[Start of section]

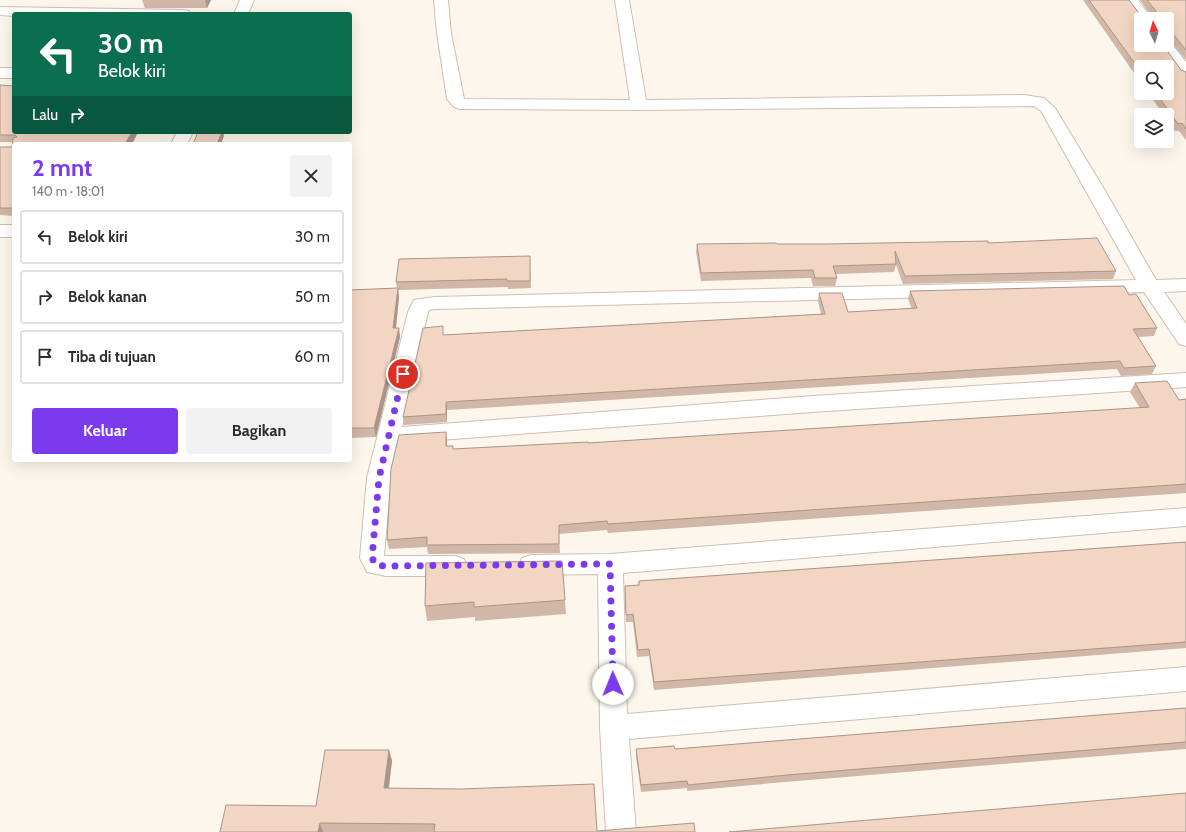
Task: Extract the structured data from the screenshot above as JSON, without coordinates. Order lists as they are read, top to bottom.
{
  "north": "top",
  "page": {
    "turn": ["30 m", "Belok kiri"],
    "then": "Lalu",
    "heading": ["2 mnt", "140 m · 18:01"],
    "list": [
      {
        "name": "Belok kiri",
        "value": "30 m"
      },
      {
        "name": "Belok kanan",
        "value": "50 m"
      },
      {
        "name": "Tiba di tujuan",
        "value": "60 m"
      }
    ],
    "buttons": ["Keluar", "Bagikan"]
  }
}
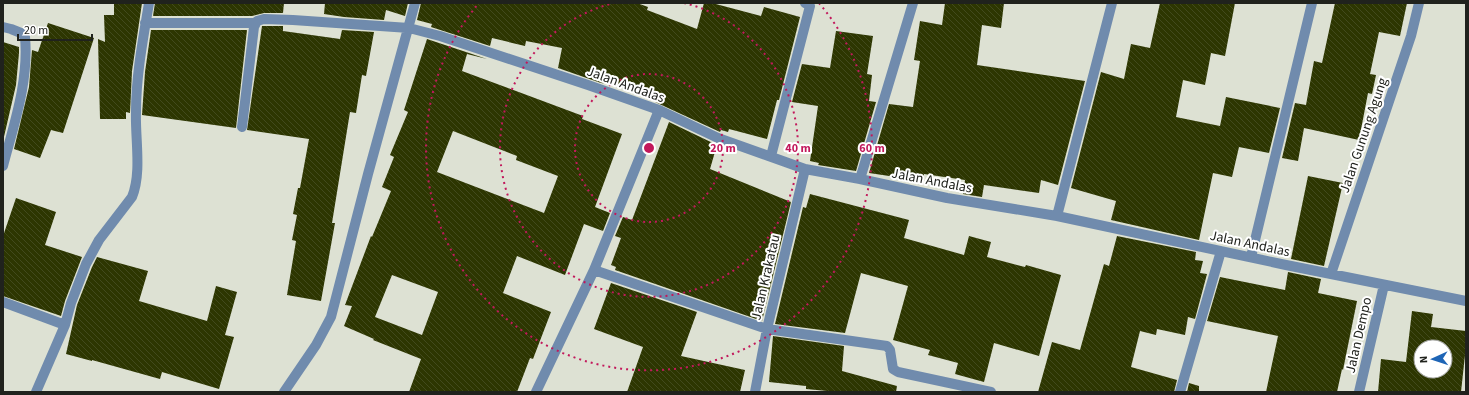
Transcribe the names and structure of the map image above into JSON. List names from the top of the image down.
{
  "streets": {
    "street": [
      "Jalan Andalas",
      "Jalan Gunung Agung",
      "Jalan Krakatau",
      "Jalan Dempo"
    ]
  },
  "crossings": [
    ["Jalan Andalas", "Jalan Gunung Agung"],
    ["Jalan Andalas", "Jalan Krakatau"],
    ["Jalan Andalas", "Jalan Dempo"]
  ],
  "scale_bar": "20 m",
  "north": "left",
  "rings": ["20 m", "40 m", "60 m"]
}
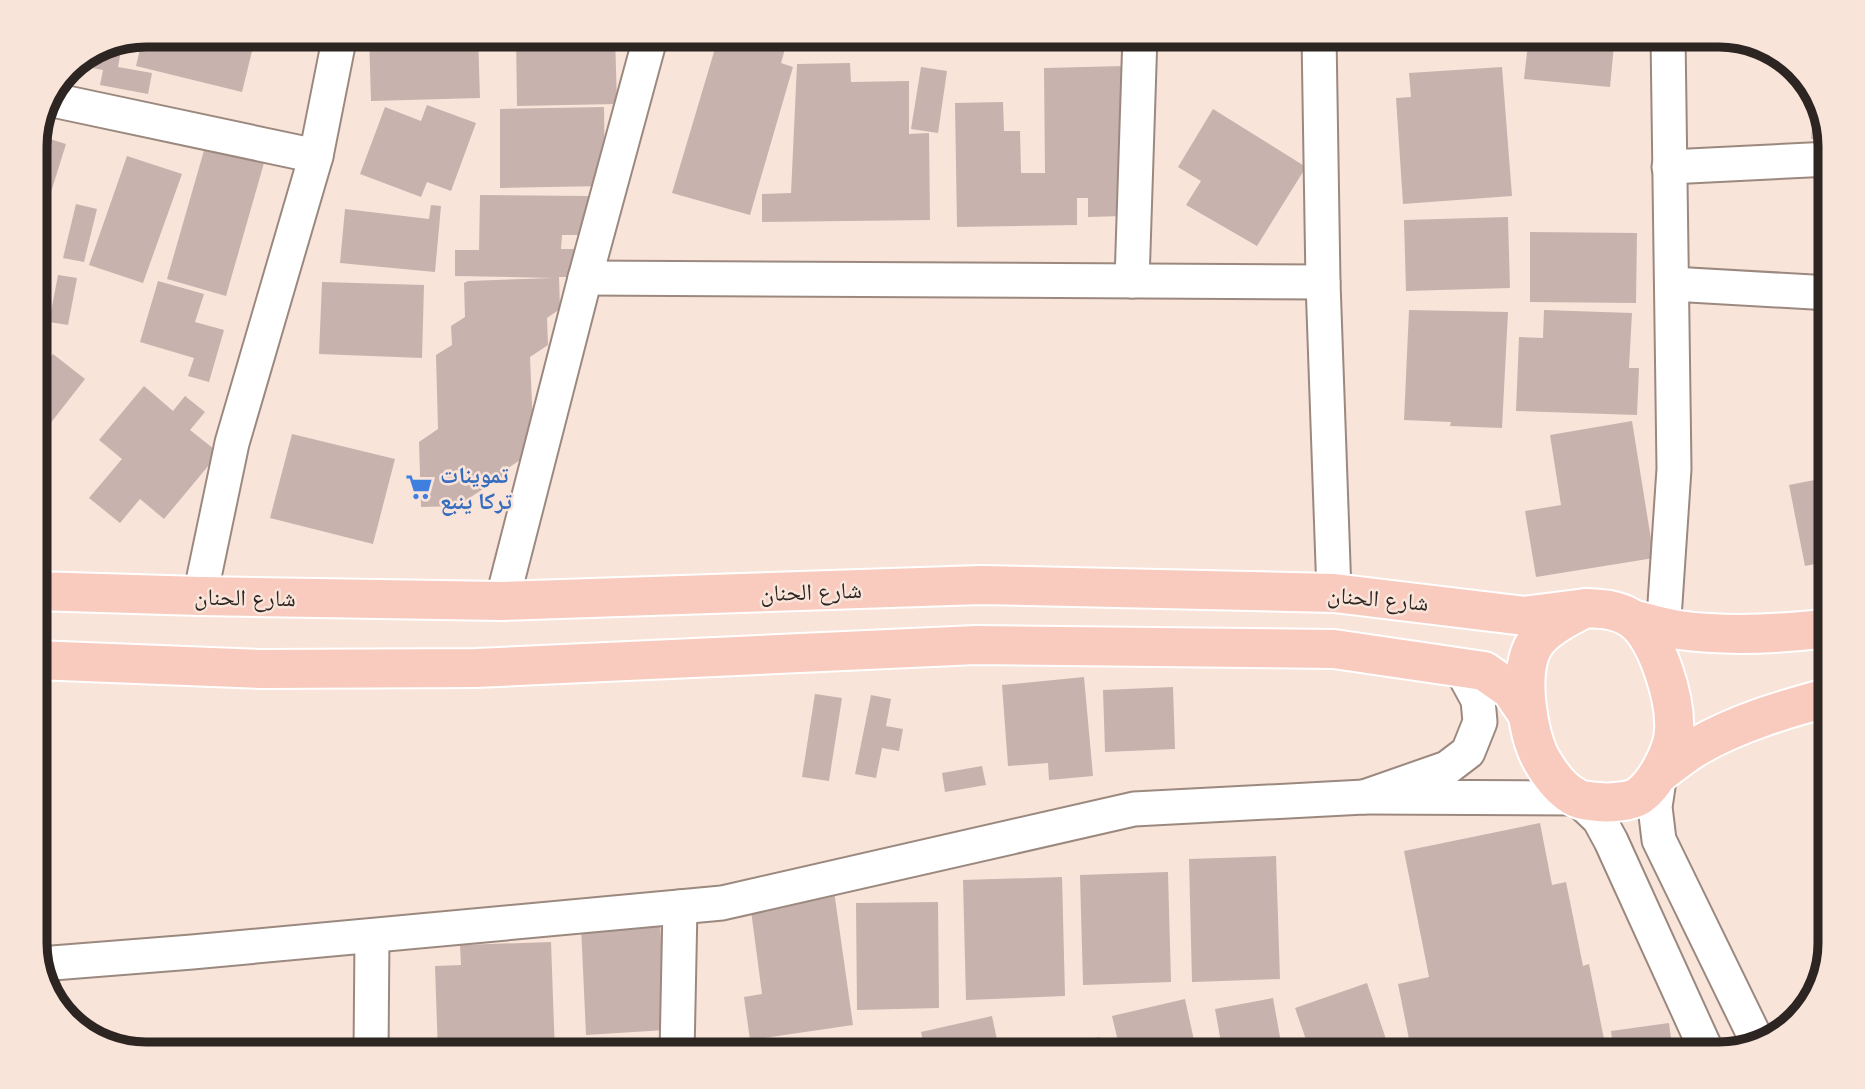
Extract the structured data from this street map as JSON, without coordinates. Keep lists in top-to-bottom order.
{
  "streets": {
    "main road": ["شارع الحنان"]
  },
  "places": {
    "supermarket": ["تموينات تركا ينبع"]
  }
}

[End of section]

Skip all lines ahead of the one containing "Extract the structured data from this". Reproduce that line and the remainder of the listing above exactly.

Task result:
Extract the structured data from this street map as JSON, without coordinates. Keep lists in top-to-bottom order.
{
  "streets": {
    "main road": ["شارع الحنان"]
  },
  "places": {
    "supermarket": ["تموينات تركا ينبع"]
  }
}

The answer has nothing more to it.